Part of Criminal Justice and Immigration Bill – in a Public Bill Committee am 5:30 pm ar 23 Hydref 2007.
I am grateful to the hon. Member for Somerton and Frome and to all those who have contributed to the debate, whether from the Labour or Opposition Benches. As I said, we must get the area under discussion right, and there is not much room for party political banter.
Like the hon. Gentleman, I found the LGA witnesses the least satisfactory in the sense that they were the least inquisitive, the least curious and the least questioning about the Bill. I do not know enough about the individuals who gave evidence, but I, too, was surprised when they seemed to be fairly relaxed about the financial burdens that would be placed on local authorities as a consequence of intensive fostering.
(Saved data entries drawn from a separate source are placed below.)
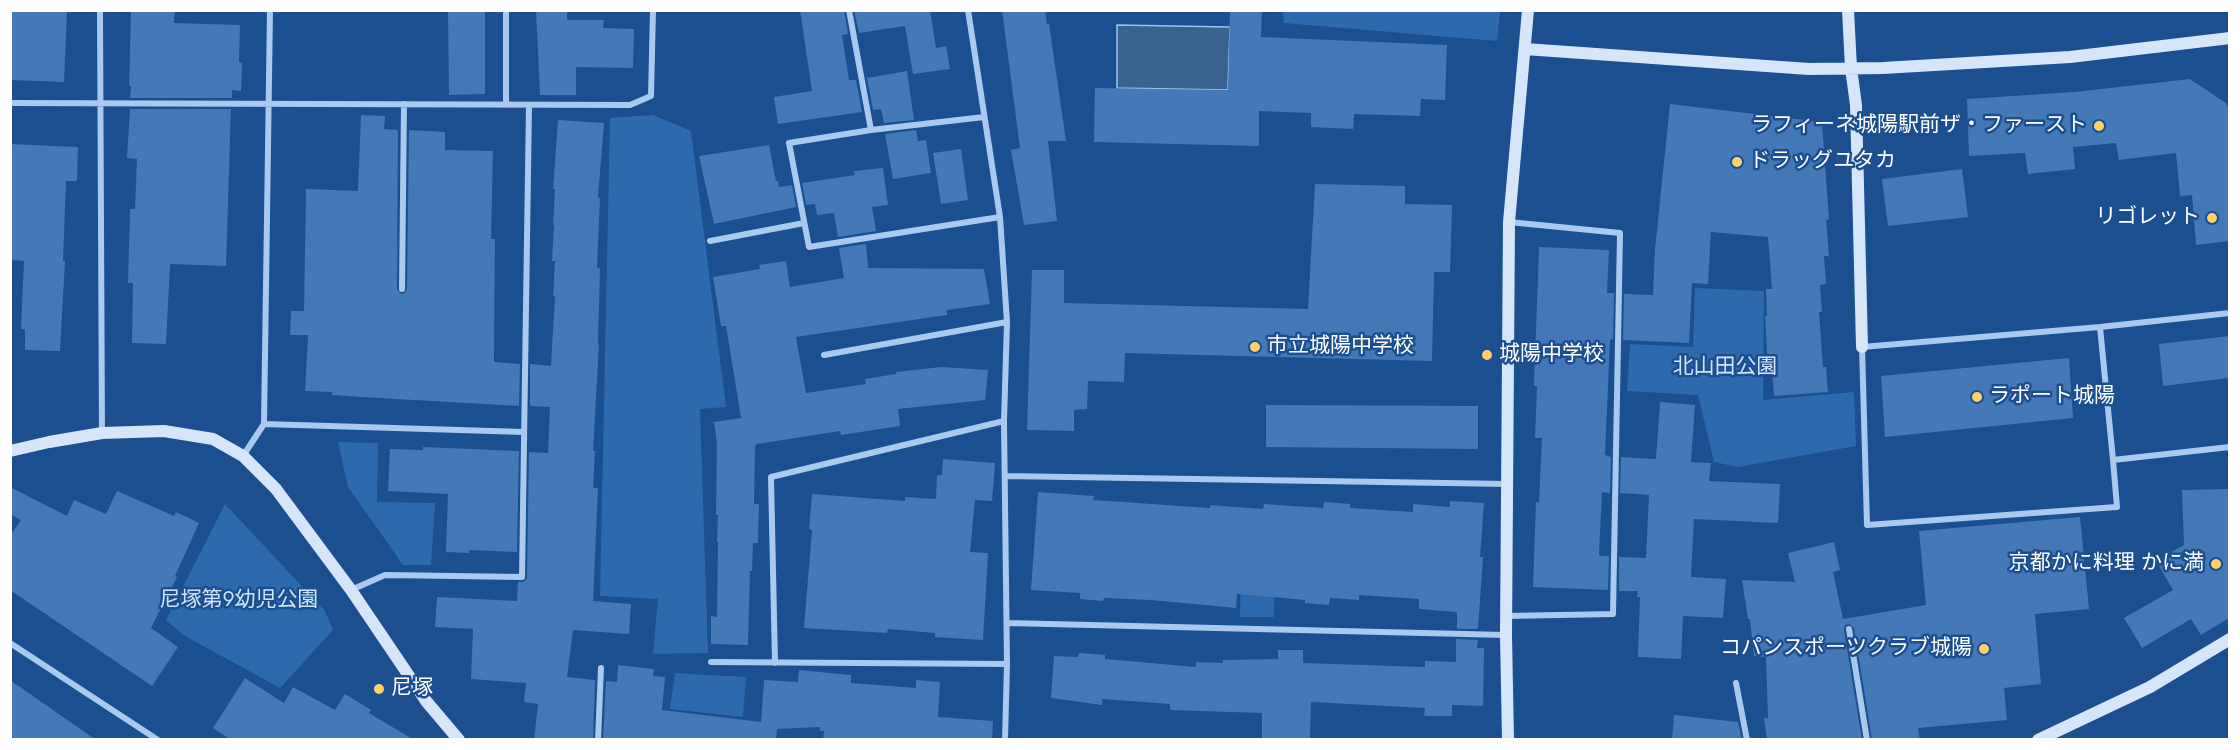 <!DOCTYPE html>
<meta charset="utf-8">
<style>
body{margin:0}
#map{position:relative;width:2240px;height:750px;overflow:hidden;background:#1b4f8f;font-family:Jost,sans-serif}
canvas{display:block}
.frame{position:absolute;inset:0;border:12px solid #fff;pointer-events:none}
</style>
<div id="map">
<canvas width="2240" height="750"></canvas>
<div class="frame"></div>
</div>
<script>
const ctx = document.querySelector('canvas').getContext('2d');
ctx.lineJoin = 'round';
function fill(path, color) {
  ctx.fillStyle = color;
  ctx.fill(path, 'evenodd');
}
function shape(rows) {
  const path = new Path2D();
  for (const r of rows) {
    path.moveTo(r[0], r[1]);
    for (let i = 2; i < r.length; i += 2) path.lineTo(r[i], r[i + 1]);
  }
  return path;
}
function strokePath(path, color, width, dash) {
  ctx.strokeStyle = color;
  ctx.lineWidth = width;
  ctx.lineCap = dash ? 'butt' : 'round';
  ctx.setLineDash(dash || []);
  ctx.stroke(path);
}
function write(font, color, halo, rows, align = 'center') {
  ctx.font = font + ' Jost,"Noto Sans JP",sans-serif';
  ctx.lineWidth = 5;
  ctx.setLineDash([]);
  ctx.textBaseline = 'middle';
  ctx.strokeStyle = halo;
  ctx.fillStyle = color;
  for (const [text, x, y, turn = 0] of rows) {
    ctx.save();
    ctx.translate(x, y);
    ctx.rotate((+turn || 0) * Math.PI / 180);
    ctx.textAlign = isNaN(turn) ? turn : align;
    if (halo) ctx.strokeText(text, 0, 0);
    ctx.fillText(text, 0, 0);
    ctx.restore();
  }
}
fill(shape([
 [1283,11,1283,10,1500,11,1497,41,1284,23],
 [653,115,691,131,726,407,700,409,708,653,653,654,658,599,600,596,610,118],
 [1695,288,1764,291,1763,400,1854,392,1856,446,1738,467,1714,462,1698,395,1627,391,1630,344,1693,347],
 [338,442,378,443,377,502,435,503,431,565,403,565,348,487],
 [225,504,325,611,333,630,280,688,185,636,166,620],
 [1241,551,1275,552,1274,617,1240,617],
 [675,673,746,677,743,717,670,709]
]), '#2e69ad');
const water = shape([
 [1117,25,1230,27,1228,90,1117,88,1117,25]
]);
fill(water, '#3c6290');
strokePath(water, '#9cc4f0', 1.5);
fill(shape([
 [10,10,67,10,64,82,10,80],
 [131,10,175,10,174,23,240,25,239,62,242,63,241,91,232,90,232,98,130,98,131,86,129,86],
 [448,10,485,10,485,94,449,95],
 [536,10,567,10,567,20,604,20,603,28,634,29,633,68,576,67,576,95,540,95],
 [800,10,844,10,848,34,842,35,849,80,856,80,862,112,778,124,774,97,812,91],
 [854,10,930,10,936,48,946,46,950,69,913,74,905,26,859,33],
 [1002,10,1045,10,1047,24,1049,24,1066,141,1048,141,1057,221,1024,225,1011,150,1020,148],
 [1230,10,1262,10,1261,37,1447,45,1445,100,1421,99,1420,116,1354,114,1353,129,1311,127,1311,113,1259,111,1259,146,1094,142,1095,88,1228,90],
 [907,71,914,120,884,123,881,109,873,110,867,78],
 [2190,79,2226,103,2229,110,2229,241,2196,245,2192,195,2180,196,2176,153,2119,160,2116,143,2073,147,2075,169,2028,174,2025,153,1969,156,1967,99,2074,92],
 [1670,104,1822,122,1829,220,1826,219,1829,256,1824,256,1826,284,1820,285,1822,312,1819,312,1823,367,1826,367,1828,392,1774,396,1772,369,1768,369,1765,316,1767,316,1766,289,1772,289,1768,237,1711,232,1708,284,1692,283,1689,343,1623,340,1624,294,1653,295,1655,249],
 [130,109,231,109,226,266,170,264,166,344,132,343,133,283,128,283,130,209,135,209,137,159,127,158],
 [361,115,385,116,384,129,398,130,397,289,401,294,405,293,407,289,409,130,445,132,445,150,493,151,491,239,495,239,494,362,520,364,519,406,361,397,332,395,332,392,305,391,308,335,290,335,291,311,304,311,306,189,358,191],
 [558,120,604,123,598,197,600,198,597,268,600,268,598,344,599,344,593,451,595,451,593,488,598,488,593,601,631,604,629,634,573,630,567,677,595,680,593,740,534,740,538,704,524,702,526,683,471,679,473,629,435,627,437,597,517,601,518,582,524,582,527,578,529,452,548,453,550,407,530,406,530,364,551,366,555,296,553,296,555,261,552,261,554,225,553,225,555,189,553,189],
 [916,130,918,141,926,140,931,173,893,179,885,134],
 [10,144,78,147,77,181,66,181,63,261,65,261,60,351,25,350,25,329,21,329,24,261,10,260],
 [769,145,776,181,778,181,779,187,792,185,796,207,714,224,699,156],
 [961,149,968,200,941,204,933,153],
 [883,168,888,205,872,207,876,231,838,237,834,213,817,215,815,204,806,205,802,183,855,175,854,171],
 [1962,169,1968,217,1888,226,1882,179],
 [1315,184,1405,186,1405,204,1452,205,1450,272,1434,272,1432,361,1125,353,1124,382,1088,381,1087,409,1074,410,1074,431,1027,430,1032,270,1064,270,1064,303,1308,309],
 [878,242,866,244,868,268,984,269,990,304,947,310,947,315,796,337,806,393,866,384,865,379,896,374,896,372,941,367,988,370,985,400,898,409,900,426,841,435,840,431,757,444,755,446,754,504,759,504,758,543,753,543,752,571,750,571,748,645,711,644,711,616,717,617,718,542,717,542,718,515,716,515,717,444,714,422,741,418,726,326,721,326,713,277,760,269,759,265,786,261,790,287,844,278,839,248],
 [1539,247,1609,250,1607,293,1614,293,1613,340,1610,339,1605,455,1611,457,1610,493,1602,492,1599,554,1600,556,1609,556,1608,590,1533,587,1536,502,1539,502,1542,438,1535,438,1537,386,1534,386],
 [2229,336,2229,378,2163,386,2159,344],
 [2069,358,2073,418,1885,437,1881,376],
 [1660,402,1695,405,1691,462,1711,463,1709,481,1780,484,1778,523,1694,519,1691,577,1726,579,1723,618,1683,616,1681,659,1638,657,1640,597,1637,597,1638,591,1619,591,1619,557,1646,558,1649,495,1620,493,1621,457,1656,459],
 [1266,405,1478,406,1478,449,1266,447],
 [423,447,519,451,517,552,469,550,469,553,446,552,448,494,388,491,390,449,423,450],
 [943,459,995,463,992,501,975,500,970,552,988,553,983,640,935,637,935,633,888,629,887,633,804,628,812,530,809,529,812,494,905,501,905,497,936,499,937,475,942,475],
 [10,487,67,516,74,500,106,514,117,491,174,516,176,512,199,523,175,576,177,577,151,628,178,647,152,686,10,590,10,536,21,520,10,514],
 [2229,489,2229,618,2201,635,2191,619,2142,648,2124,618,2173,590,2156,561,2184,545,2182,490],
 [1038,492,1094,496,1093,500,1210,508,1210,505,1263,509,1264,504,1323,508,1324,502,1350,504,1350,508,1413,512,1413,504,1450,507,1450,501,1484,503,1480,557,1483,557,1478,629,1457,629,1457,612,1419,609,1419,599,1359,595,1359,600,1330,598,1329,605,1305,603,1305,600,1237,594,1236,608,1151,600,1104,598,1103,601,1080,599,1080,593,1031,590],
 [2080,517,2089,609,2035,614,2041,684,2004,688,2007,720,1918,728,1920,740,1872,740,1854,628,1849,624,1845,625,1844,630,1862,740,1767,740,1764,718,1768,718,1766,657,1754,656,1750,619,1748,619,1742,580,1795,582,1788,553,1834,542,1840,570,1833,572,1843,619,1926,605,1919,531],
 [1456,639,1478,640,1477,648,1484,648,1483,706,1452,705,1452,716,1424,716,1425,708,1311,702,1310,740,1262,740,1262,713,1170,710,1170,704,1102,699,1102,705,1051,698,1054,656,1078,657,1079,653,1105,655,1105,659,1196,667,1196,662,1223,663,1223,660,1278,659,1278,650,1303,650,1303,663,1425,667,1425,661,1456,662],
 [618,665,654,669,653,676,665,677,662,710,761,722,764,680,798,682,799,670,851,675,851,683,916,688,916,680,940,682,938,717,993,721,992,740,823,740,824,731,820,731,820,727,777,729,776,740,603,740,606,681,617,682],
 [245,678,284,703,293,687,335,710,345,694,371,710,369,713,414,740,231,740,213,728],
 [10,680,96,740,10,740],
 [1674,715,1738,722,1742,740,1672,740]
]), '#4478b7');
strokePath(shape([
 [100,10,102,433],
 [849,10,871,130],
 [968,10,1000,217,1007,322,1004,421,1007,664,1005,740],
 [10,103,630,105,651,96,653,10],
 [506,105,506,10],
 [984,117,871,130,789,143,809,247,1000,217],
 [710,241,804,223],
 [402,289,404,104],
 [2230,313,2100,327,1862,347,1867,525,2117,507,2113,460,2230,447],
 [2100,327,2113,460],
 [824,355,1007,322],
 [264,424,524,432],
 [243,456,264,424,270,10],
 [1005,476,1508,484],
 [351,590,385,575,522,577,529,105],
 [1506,616,1613,614,1620,233,1509,222],
 [1007,623,1506,635],
 [1849,629,1867,740],
 [10,643,158,740],
 [711,662,1007,664],
 [775,663,771,477,1004,421],
 [1736,683,1747,740],
 [598,740,601,668]
]), '#a9c9ee', 6);
strokePath(shape([
 [1848,10,1851,68,1856,105,1862,347],
 [1525,49,1809,69,1883,68,2070,57,2230,38],
 [10,451,49,442,102,433,164,431,213,439,243,456,276,489,351,590,426,701,459,740],
 [1508,740,1506,635,1509,222,1528,10],
 [2038,740,2150,687,2230,639]
]), '#d6e6fa', 12);
for (const [x, y, r, color] of [
 [2099,126,6,"#ffd166"],
 [1737,162,6,"#ffd166"],
 [2212,218,6,"#ffd166"],
 [1255,347,6,"#ffd166"],
 [1487,355,6,"#ffd166"],
 [1977,397,6,"#ffd166"],
 [2216,564,6,"#ffd166"],
 [1984,649,6,"#ffd166"],
 [379,689,6,"#ffd166"]
]) {
  const dot = new Path2D();
  dot.arc(x, y, r, 0, 2 * Math.PI);
  ctx.fillStyle = color;
  ctx.fill(dot);
  strokePath(dot, '#1b4f8f', 2);
}
write('21px', '#fff', '#1b4f8f', [
 ["ラフィーネ城陽駅前ザ・ファースト",2087,126,"right"],
 ["ドラッグユタカ",1749,162],
 ["リゴレット",2200,218,"right"],
 ["市立城陽中学校",1267,347],
 ["城陽中学校",1499,355],
 ["ラポート城陽",1989,397],
 ["京都かに料理 かに満",2204,564,"right"],
 ["コパンスポーツクラブ城陽",1972,649,"right"],
 ["尼塚",391,689]
], 'left');
write('21px', '#cfe3fa', '#1b4f8f', [
 ["北山田公園",1725,368],
 ["尼塚第9幼児公園",239,601]
]);
</script>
That might be a function of representing Birmingham and Coventry, which are two large local authority areas, but Leicestershire, part of which I represent, has a revenue budget of about £750 million for the entire range of activities. I dare say that Birmingham has a larger budget than that, but Leicestershire is always having to look carefully at its annual budget to see whether it can afford the things that the Government, by statute, require it to do already without having to face a further bill for £250,000 to carry out a justice function.
The Minister said that the fostering requirement is based on crossing the custody threshold. Let me put aside for one moment my worries about the fostering arrangements and whether they are always a good thing. If the requirement works for the more serious offences of those crossing the custody threshold, why restrict it to that? Why not allow it to be used to prevent the young person in a difficult family from reaching the stage at which he does cross the threshold?
I come back to the book “Wasted” by Mark Johnson. He used to spend weekends on an entirely voluntary basis with a married couple who were teachers at his school in Kidderminster. During those weekends—as he admits in the book—his behaviour improved immeasurably. It was when he went back home that he fell into his old habits. When his teaching family moved to another part of Worcestershire, and he was unable to join them at weekends, things got worse and worse. At that stage he had not done anything that would have crossed the custody threshold, but clearly he was benefiting from contact with that other family. I would be interested to know more about the 13 placements and the 36 youngsters who have been sentenced to the system in Staffordshire, London and Hampshire. Can I be assured that those people were placed with real families, and not local authority homes? There is a provision within the Bill, if foster parents are not available, for children to be placed in the care of the local authority, which would mean putting them into children’s homes or other institutions and that would defeat the object.